Starting somewhere: SIGIR 2006

I had to start somewhere or else this blog would be idle forever, so I've decided to start with my impressions of SIGIR 2006. The first one that I've been to. And I suddenly realized how much I should have worked with this group during my Ph.D. There is an interesting overlap with what I was working on, both in problems and solutions. I've actually seen a presentation that contained pretty much 50% of all the basis of my research, just varying the method used (and a little bit the expected results from its use). Of course nobody referenced any of my papers, but that's what happens when you are not in the same research area. There is just too much out there and so people tend to isolated themselves to a specific research group.
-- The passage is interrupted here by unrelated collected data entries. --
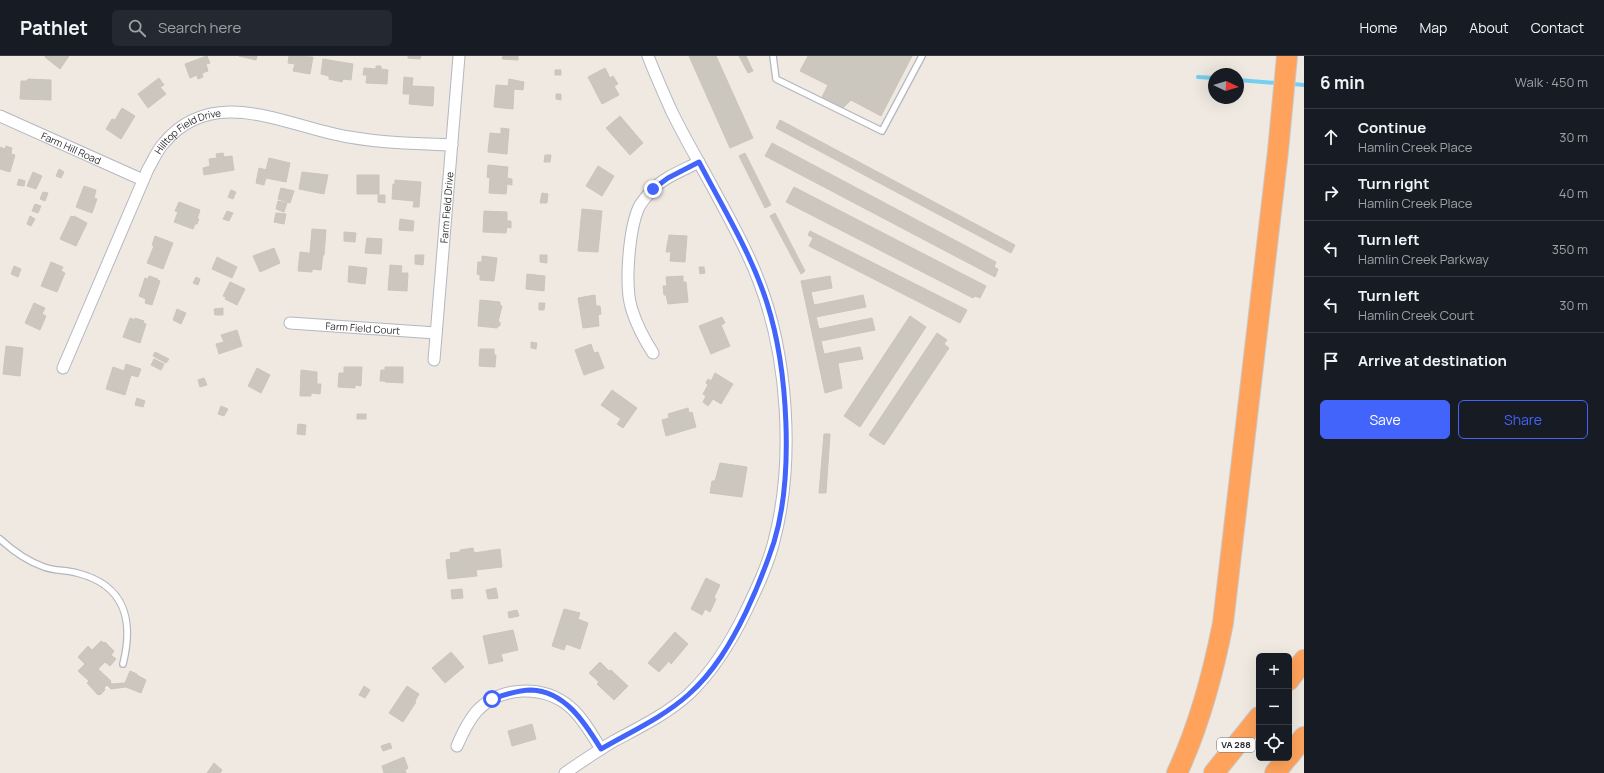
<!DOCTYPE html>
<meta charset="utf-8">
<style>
body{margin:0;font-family:Manrope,sans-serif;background:#242831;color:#f1f3f6}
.controls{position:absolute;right:12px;bottom:12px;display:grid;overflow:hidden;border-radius:6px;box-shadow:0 4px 16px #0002}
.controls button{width:36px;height:36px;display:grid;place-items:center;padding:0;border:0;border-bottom:1px solid #363941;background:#171b24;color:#f1f3f6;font:20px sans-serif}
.compass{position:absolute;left:1208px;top:12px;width:36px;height:36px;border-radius:50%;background:#171b24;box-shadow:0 4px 16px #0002;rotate:94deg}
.stop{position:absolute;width:12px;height:12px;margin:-9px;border:3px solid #4264fb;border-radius:50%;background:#fff}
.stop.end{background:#4264fb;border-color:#fff;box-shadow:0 1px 4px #0008}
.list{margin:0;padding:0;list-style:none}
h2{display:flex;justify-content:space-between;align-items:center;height:52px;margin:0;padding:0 16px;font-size:17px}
h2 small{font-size:13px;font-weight:400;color:#9ea1a6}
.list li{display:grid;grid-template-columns:26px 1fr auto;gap:12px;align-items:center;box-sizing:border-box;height:56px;padding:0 16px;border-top:1px solid #363941}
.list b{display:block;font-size:15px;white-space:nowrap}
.list p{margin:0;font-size:13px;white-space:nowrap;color:#9ea1a6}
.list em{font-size:13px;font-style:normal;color:#9ea1a6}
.actions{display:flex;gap:8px;padding:12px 16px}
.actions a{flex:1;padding:9px 0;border:1px solid #4264fb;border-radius:6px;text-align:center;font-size:14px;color:#4264fb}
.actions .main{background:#4264fb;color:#fff}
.icon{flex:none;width:22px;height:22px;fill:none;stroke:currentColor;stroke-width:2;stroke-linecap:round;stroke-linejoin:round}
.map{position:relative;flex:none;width:1304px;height:717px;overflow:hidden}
header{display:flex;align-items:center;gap:24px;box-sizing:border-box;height:56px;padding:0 20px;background:#171b24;border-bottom:1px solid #363941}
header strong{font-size:19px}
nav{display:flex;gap:22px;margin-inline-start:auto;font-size:14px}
.search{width:280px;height:36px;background:#242831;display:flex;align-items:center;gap:10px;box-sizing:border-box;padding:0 14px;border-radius:6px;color:#9ea1a6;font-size:15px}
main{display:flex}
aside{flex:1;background:#171b24}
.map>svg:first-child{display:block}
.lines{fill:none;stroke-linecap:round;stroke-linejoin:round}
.stream{stroke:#75cff0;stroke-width:4}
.building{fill:#cbc7bf;stroke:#cbc5ba}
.service-casing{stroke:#b4b7c1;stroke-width:8}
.minor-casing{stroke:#b4b7c1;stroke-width:13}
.motorway-casing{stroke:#c9c9c9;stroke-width:22}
.service{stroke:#fff;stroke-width:5.5}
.minor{stroke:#fff;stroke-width:11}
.motorway{stroke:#ffa35c;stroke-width:20}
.route{stroke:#4264fb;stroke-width:5}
.labels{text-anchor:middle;stroke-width:3;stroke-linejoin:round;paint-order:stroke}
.shield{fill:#fff;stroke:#6d6d6d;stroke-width:1}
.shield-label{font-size:9px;font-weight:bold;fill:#2e2e2e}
.street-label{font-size:10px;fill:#2e2e2e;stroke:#fff}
</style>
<header>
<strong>Pathlet</strong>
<div class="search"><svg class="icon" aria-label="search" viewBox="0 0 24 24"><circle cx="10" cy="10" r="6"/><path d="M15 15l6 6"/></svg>Search here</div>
<nav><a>Home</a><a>Map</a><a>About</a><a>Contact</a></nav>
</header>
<main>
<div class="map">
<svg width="1304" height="717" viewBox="0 0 1304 717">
<rect width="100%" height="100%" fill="#efe9e1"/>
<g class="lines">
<g class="stream">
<polyline points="1198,21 1214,22"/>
<polyline points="1238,24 1276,27"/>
<polyline points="1293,28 1304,29"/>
</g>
</g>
<g class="building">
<polygon points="45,0 69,0 60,13 45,1"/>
<polygon points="207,0 210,7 206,8 208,15 202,17 203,21 198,23 197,19 190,22 185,8"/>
<polygon points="239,0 257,0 256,4"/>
<polygon points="289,0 313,1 310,18 293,15 295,8 288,7"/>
<polygon points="408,0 421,0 420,3 408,2"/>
<polygon points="503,0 518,0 518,4 502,3"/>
<polygon points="689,0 716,0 753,82 730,92"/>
<polygon points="739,0 746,0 753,15 748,17"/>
<polygon points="808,0 912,0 881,60 851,44 843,52 822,41 828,29 800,15"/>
<polygon points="323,3 353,8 351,24 343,23 342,26 329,23 329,20 321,18"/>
<polygon points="376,10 381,10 381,13 388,14 387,28 366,27 367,19 363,19 364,12 376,13"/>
<polygon points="605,12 610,22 613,20 618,28 614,30 619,39 602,48 588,21"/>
<rect x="555" y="14" width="6" height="5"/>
<polygon points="404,21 413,22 412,30 434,31 433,50 409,48 410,38 403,38"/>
<polygon points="159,22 164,29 160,31 166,38 148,52 138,38"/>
<polygon points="28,23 51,24 51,44 20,43 21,25 27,25"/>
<polygon points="509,23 524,26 523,34 514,33 513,53 494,51 496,29 508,30"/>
<polygon points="556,38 561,38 561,44 556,43"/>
<polygon points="122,52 135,60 121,83 106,73 112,63 115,64"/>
<polygon points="620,60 643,87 630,99 606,72"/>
<polygon points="780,64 1015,189 1011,197 776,72"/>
<polygon points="501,72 509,73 507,98 488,96 490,77 501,78"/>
<polygon points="772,87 996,206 994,211 998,213 995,221 765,100"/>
<polygon points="6,90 12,92 11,98 15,99 10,116 0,113 0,91 5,93"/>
<polygon points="223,97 224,101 232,100 234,114 204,119 203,112 210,110 209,103 217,102 216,98"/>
<polygon points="745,97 771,149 765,152 739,100"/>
<polygon points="545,99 551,99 550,106 544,106"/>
<polygon points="269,102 290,107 286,126 266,122 264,129 256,127 259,112 266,114"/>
<polygon points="488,109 508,111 507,122 512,123 512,129 507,128 506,138 489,137 490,122 487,121"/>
<polygon points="598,110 614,120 602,140 586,130"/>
<polygon points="59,113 64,116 61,122 56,120"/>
<polygon points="33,116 42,120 36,133 27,130"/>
<polygon points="302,116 328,119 324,138 299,133"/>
<rect x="357" y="119" width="22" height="19"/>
<polygon points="19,123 25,125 24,130 17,129"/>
<polygon points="395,124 421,126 419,151 413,151 414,145 392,143 393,128 395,128"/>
<polygon points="84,130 96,134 94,142 97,143 92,157 76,151"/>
<polygon points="794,131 986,230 980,242 975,240 973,242 786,146"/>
<polygon points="281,132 294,135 290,147 278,143"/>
<polygon points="231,134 236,136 233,143 228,141"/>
<polygon points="43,136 48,137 45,145 40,143"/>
<polygon points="542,137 548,138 547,147 540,147"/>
<polygon points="378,139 385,139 385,147 378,146"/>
<polygon points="278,145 287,147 284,156 276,153"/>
<polygon points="179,146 200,154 197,163 199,163 197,168 195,168 193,173 174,166 178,156 175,155"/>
<polygon points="35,148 41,150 38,157 32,155"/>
<polygon points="582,153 602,155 598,196 578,195"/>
<polygon points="227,155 233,157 229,165 223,163"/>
<polygon points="484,155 507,156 507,165 511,165 511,172 507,171 506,177 483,176"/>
<polygon points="276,157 286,158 284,168 274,166"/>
<polygon points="775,157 805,215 801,218 770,160"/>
<polygon points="30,160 35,163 31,170 27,168"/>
<polygon points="71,160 74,161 74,160 87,167 76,190 60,183"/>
<polygon points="400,163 414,165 413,175 399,174"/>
<polygon points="312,173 326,174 324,199 310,197"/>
<polygon points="810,175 967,254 960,267 809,190 813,182 808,179"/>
<polygon points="344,176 356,177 355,186 344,185"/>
<polygon points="669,179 687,180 685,206 670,205 671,196 666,196"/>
<polygon points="155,180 173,187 163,213 147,207 154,190 152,189"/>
<polygon points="367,182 382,183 381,198 365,197"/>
<polygon points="274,192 280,207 260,216 253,200"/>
<polygon points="300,196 323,199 321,214 312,213 312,216 298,215"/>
<polygon points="415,199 424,199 423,209 415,208"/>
<polygon points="540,199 547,199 547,207 540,206"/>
<polygon points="482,200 497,202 494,225 480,224 480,219 477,218 478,206 482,206"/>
<polygon points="217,201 237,211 232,222 212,213"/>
<polygon points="51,206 63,211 61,215 65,217 57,236 41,230"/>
<polygon points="390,209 402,210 401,217 408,217 407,235 388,234"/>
<polygon points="14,210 21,213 18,221 11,218"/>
<polygon points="349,210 367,212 365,228 348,226"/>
<polygon points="699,211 704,211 705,217 700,218"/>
<polygon points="527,218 545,220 544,235 526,233"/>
<polygon points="149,220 158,223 157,224 160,225 152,249 145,247 146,243 139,240 145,222 148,223"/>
<polygon points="683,220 683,226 686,226 688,246 668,248 666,239 664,239 663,230 667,230 666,221"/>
<polygon points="830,220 832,232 811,236 814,249 863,239 866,251 816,261 819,273 872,262 875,274 821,285 824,298 860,291 863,303 838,307 842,332 825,337 801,225"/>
<polygon points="196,221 200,223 198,229 193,227"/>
<polygon points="230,226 245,233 237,249 225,243 226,241 223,240"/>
<polygon points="595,239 596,250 600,250 601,258 598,259 599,270 583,272 578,242"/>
<polygon points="480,244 500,246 500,249 502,250 498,266 500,266 500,270 498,270 497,272 478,270"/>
<polygon points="34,247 45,252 42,258 46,260 40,274 25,267"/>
<polygon points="539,247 545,247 544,254 539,254"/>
<polygon points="223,252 223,259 215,259 214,253"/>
<polygon points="177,253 186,257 181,268 173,264"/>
<polygon points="910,260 926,271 860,371 844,360"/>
<polygon points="722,261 725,267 721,269 730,290 711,298 699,270"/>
<polygon points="130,262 135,264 135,262 144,265 143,267 146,268 140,287 123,281"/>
<polygon points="237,274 242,290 219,298 216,288 224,286 221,279"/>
<polygon points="937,277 947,284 944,288 949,292 884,389 869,379"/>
<polygon points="531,286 537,287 536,293 531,292"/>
<polygon points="591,288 594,297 598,296 604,312 584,319 575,294"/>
<polygon points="6,290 23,292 20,320 3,318"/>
<polygon points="480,293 494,293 494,299 496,299 495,311 479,310"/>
<polygon points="155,296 169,303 166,307 153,300"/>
<polygon points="154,303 164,308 161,314 151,309"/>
<polygon points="126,308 141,313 138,321 131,319 125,339 106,333 113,311 124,315"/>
<polygon points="344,311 362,311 361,330 355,329 355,332 338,331 339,317 344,317"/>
<polygon points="385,311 403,311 403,327 385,326 385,325 380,325 381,314 385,314"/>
<polygon points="257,312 270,319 261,337 248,330"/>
<polygon points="301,314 317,316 317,328 321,328 320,338 311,337 311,340 300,340"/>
<polygon points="715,317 733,328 721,348 713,343 708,350 703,346 706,340 703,338 708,329 706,327 708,323 711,325"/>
<polygon points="204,322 207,329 200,331 198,324"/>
<polygon points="612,334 637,352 623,372 617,368 621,363 601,349"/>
<polygon points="137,342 145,345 143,351 135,349"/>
<polygon points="221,350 228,353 224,360 218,358"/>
<polygon points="688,352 689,357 692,356 696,371 666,380 662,364 669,362 668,358"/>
<rect x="357" y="358" width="9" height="5"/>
<polygon points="298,368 306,369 305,379 297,378"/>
<polygon points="824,378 830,378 826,437 819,437"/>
<polygon points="720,407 747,411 742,441 710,437 712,425 715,425"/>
<polygon points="473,492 474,497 500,493 502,511 476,514 477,520 448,523 446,504 451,503 450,497 460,496 460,494"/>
<polygon points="706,522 720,529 714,541 716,543 710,556 705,553 702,559 691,553"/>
<polygon points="496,532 498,542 488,543 486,534"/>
<polygon points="462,533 463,542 452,543 451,534"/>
<polygon points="564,553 580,557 578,563 588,567 580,593 566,588 564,594 552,590"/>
<polygon points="517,554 519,560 509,562 508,556"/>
<polygon points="513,574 518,594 501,598 503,605 489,608 483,580"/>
<polygon points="675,576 688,588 671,608 669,605 659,616 648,607"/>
<polygon points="101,585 104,587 105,586 114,595 111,599 116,603 110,610 105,606 98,613 111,625 110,626 112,628 125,627 130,615 137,618 137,619 146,624 141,637 126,631 111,633 107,629 104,632 105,634 100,639 99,638 98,639 87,627 89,625 78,615 85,608 78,601 88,590 92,594"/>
<polygon points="451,596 464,611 445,627 432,612"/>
<polygon points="600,606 609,615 611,614 628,630 614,644 597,628 599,626 589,617"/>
<polygon points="364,630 370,634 365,642 359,639"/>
<polygon points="407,630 419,638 415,645 416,646 403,666 389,657"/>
<polygon points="532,668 536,683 512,690 508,675"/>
<polygon points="390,687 392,692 383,695 381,690"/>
<polygon points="404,701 408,712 405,714 406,717 384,717 382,710"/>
<polygon points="214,707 222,714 220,717 207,717"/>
</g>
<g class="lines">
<g class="service-casing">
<g id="service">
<polyline points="773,0 776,23 882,75 922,0"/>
<path d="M0,483C13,495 27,505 44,511C55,515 66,514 77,517C125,529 134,564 123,608"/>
</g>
</g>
<g class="minor-casing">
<g id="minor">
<path id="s1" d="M0,60L143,124"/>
<path id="s2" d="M290,267L436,277"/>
<path d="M653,297C644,283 637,270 632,254C624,231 629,173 639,151C642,145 648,139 652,134C664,121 684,114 699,106"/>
<path id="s3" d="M434,304L459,0"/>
<path id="s4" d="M63,312L148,113C153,105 157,94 164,87C214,27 288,71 349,81C383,87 418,88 452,89"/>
<path d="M457,690C462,678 468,666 476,656C500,629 544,629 570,651C583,662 592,679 601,693"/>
<path d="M565,717C581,706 597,695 614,685C640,671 667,658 689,638C714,614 731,586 746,555C757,532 768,509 774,485C795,405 788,299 758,223C746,191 729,162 713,132C699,106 684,81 671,54C663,36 655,18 648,0"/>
</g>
</g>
<g class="motorway-casing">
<g id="motorway">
<polyline points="1289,624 1304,604"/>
<polyline points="1289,700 1304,681"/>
<path d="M1177,717C1199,670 1213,618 1223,567L1278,95L1287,0"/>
<polyline points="1214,717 1259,661"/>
<polyline points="1275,717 1287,702"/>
</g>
</g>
<use href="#service" class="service"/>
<use href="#minor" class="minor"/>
<use href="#motorway" class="motorway"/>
</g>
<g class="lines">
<path class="route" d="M492,643C504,639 517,634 531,634C565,635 585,667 601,693C630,676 662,662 688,639C714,616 731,587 746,556C757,533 766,510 774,486C794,420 788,313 767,247C751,197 723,152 699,106L668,122L653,133"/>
</g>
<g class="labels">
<rect class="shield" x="1217" y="682" width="38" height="14" rx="3"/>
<g class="shield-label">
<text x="1236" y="692">VA 288</text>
</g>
<g class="street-label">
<text dy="4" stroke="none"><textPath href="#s4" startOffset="274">Hilltop Field Drive</textPath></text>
<text dy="4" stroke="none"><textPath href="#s1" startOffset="78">Farm Hill Road</textPath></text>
<text dy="4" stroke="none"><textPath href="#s3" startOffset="153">Farm Field Drive</textPath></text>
<text dy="4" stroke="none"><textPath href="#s2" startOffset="73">Farm Field Court</textPath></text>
</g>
</g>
</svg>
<div class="controls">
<button>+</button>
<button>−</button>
<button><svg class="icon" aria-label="locate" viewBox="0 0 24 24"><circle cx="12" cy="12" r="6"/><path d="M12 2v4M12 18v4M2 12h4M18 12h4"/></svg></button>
</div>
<svg class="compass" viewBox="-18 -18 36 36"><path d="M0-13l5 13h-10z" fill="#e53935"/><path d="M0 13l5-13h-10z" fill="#9ea1a6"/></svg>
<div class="stop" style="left:492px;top:643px"></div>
<div class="stop end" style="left:653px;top:133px"></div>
</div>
<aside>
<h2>6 min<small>Walk · 450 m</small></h2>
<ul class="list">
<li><svg class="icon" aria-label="ahead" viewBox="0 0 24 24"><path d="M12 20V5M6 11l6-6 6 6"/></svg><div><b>Continue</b><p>Hamlin Creek Place</p></div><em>30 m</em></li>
<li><svg class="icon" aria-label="right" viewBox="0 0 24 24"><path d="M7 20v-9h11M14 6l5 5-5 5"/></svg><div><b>Turn right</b><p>Hamlin Creek Place</p></div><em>40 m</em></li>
<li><svg class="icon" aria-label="left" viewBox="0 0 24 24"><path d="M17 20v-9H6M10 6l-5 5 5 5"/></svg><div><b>Turn left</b><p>Hamlin Creek Parkway</p></div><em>350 m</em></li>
<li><svg class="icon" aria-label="left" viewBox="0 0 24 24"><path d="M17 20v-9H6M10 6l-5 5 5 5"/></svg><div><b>Turn left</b><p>Hamlin Creek Court</p></div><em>30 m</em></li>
<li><svg class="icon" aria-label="arrive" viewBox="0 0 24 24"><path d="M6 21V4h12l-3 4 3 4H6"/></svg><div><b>Arrive at destination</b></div></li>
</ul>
<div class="actions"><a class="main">Save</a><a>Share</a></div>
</aside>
</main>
And this brings me to one of the most interesting things I've noticed when listening to the talks: SIGIR is a very small community. There were about 700 people in the conference. At least about 10% from Microsoft, about 5% from Google, 5% from Yahoo and some other companies. As of actual researchers, I'm guessing there were about 300.

Aside from that, my observation was on the tight relation between these researchers. There was a core of about 20 labs that basically define SIGIR. They seem to have been there for years, citing each other, collaborating, and defining the state-of-the-art datasets and baseline solutions. Compared to the other conferences I've gone to, this had the largest amount of people either pointing to the people they cite in the audience, or people standing up at the end of the talk and giving their personal experience with the dataset and making constructive suggestions about how they tried to tackle some of the issues observed by the presenters.

This is a very good sign in many cases. It creates a very productive environment; and a comparable environment, where you can draw better conclusions about what you have done (I know I've suffered with that a lot on my research). However, it also causes inbreeding. New ideas and types of solutions are harder to come by, mostly because labs are building large infrastructures for a certain type of system and it's hard to part with it (I've listened to a couple of talks that the presenter had a very hard time explaining what they did in 25 minutes, because it's a temporal slice of results from a system that has been in the works for 10+ years). But also because there is an incentive of creating things that are comparable to what other people created.

In summary, it was a very exciting conference. I still have to follow up with some people that I've met there, send them links to some of my papers so that I can feel that what I've done in the past is not going to the waste of the "paper cloud". We'll see what comes out of it.

I wished I had more time to maybe write reviews of specific papers, but I'll have to leave that for some other lifetime, or parallel dimension.